1/2 - I don't know much about the HIV weights or whether they represent individuals or households, but in general I use the following type of procedure. For each survey (country-by-survey-round), I calculate the total sum of weights (Wc) and then take the individual weight (Wi) and divide it by the total weight (Wi/Wc). Now the sum of weights for that country/round equals 1, while preserving the relative probability across people. Then, if I want my weights to be population-level representative, I multiply those weights by the country's population (or, in the case of a sub-population (say, Men age 25-49 or something) by that sub-population). That information comes from somewhere else (UN, World Bank, etc). Now you have weights that, within-country, distribute the population weight by probability of sampling, and across country factor in population differences. If the weights are representative of households and not individuals, the relevant population would be households in the country.

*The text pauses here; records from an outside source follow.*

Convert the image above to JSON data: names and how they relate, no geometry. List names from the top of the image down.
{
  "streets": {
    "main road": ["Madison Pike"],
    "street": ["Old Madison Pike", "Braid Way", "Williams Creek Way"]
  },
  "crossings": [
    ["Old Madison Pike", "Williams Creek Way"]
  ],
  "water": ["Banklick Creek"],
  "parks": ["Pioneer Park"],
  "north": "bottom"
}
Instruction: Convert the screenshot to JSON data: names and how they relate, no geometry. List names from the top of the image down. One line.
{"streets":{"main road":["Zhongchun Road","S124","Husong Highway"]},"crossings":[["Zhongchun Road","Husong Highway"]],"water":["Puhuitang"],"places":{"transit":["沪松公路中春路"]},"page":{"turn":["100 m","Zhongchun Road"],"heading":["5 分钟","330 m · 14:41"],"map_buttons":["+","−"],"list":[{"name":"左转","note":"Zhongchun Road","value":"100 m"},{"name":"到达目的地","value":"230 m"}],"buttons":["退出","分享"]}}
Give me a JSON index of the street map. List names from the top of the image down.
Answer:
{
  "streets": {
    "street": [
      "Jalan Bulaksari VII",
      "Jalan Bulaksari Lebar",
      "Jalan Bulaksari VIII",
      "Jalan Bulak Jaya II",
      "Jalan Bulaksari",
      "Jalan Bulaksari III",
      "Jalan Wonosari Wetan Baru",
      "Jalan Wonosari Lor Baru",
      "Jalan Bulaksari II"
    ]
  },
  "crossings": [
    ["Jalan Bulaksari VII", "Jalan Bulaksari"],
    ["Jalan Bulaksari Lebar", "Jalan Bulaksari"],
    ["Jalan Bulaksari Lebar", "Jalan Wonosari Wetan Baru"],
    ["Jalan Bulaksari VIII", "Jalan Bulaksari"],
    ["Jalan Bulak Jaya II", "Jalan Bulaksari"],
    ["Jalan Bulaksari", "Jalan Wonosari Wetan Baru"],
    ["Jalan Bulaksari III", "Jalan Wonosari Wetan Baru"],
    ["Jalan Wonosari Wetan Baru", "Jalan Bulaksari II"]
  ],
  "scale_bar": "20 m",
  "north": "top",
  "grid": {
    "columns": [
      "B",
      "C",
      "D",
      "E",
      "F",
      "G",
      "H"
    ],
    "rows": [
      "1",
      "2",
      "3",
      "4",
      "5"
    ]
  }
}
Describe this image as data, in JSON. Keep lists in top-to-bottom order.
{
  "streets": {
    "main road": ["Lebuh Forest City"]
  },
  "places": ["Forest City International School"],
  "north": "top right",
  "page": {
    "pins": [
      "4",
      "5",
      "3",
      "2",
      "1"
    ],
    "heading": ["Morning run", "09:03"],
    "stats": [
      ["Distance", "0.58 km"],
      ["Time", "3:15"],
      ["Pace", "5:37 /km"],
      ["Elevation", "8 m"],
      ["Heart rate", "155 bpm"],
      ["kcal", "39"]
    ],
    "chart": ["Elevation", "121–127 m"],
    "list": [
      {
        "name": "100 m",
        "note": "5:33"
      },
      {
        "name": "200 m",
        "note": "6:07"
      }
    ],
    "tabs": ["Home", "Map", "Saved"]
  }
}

Note though: if you are using, say, West Africa as a region, Nigeria will basically swamp everything else. This may or may not be desirable, but you should look at your relative populations and decide whether or not you want one or two countries to dominate your estimates (you may want that, you may not).

3 - I know very little about the HIV testing, but if you are pooling people who were and were not tested, you'd get the wrong prevalence (because you don't know if the people in the other recodes are positive or not). Maybe I'm just worrying about nothing, but didn't immediately understand why you were pooling those to calculate HIV prevalence.

4/5 -you can do the svyset stuff mostly mechanically too. Binreg supports weights, so you can directly use those (pw=weight) and then it also supports clustering. You'd want something like:

binreg Y X [pw=weight], vce(cluster clustervar)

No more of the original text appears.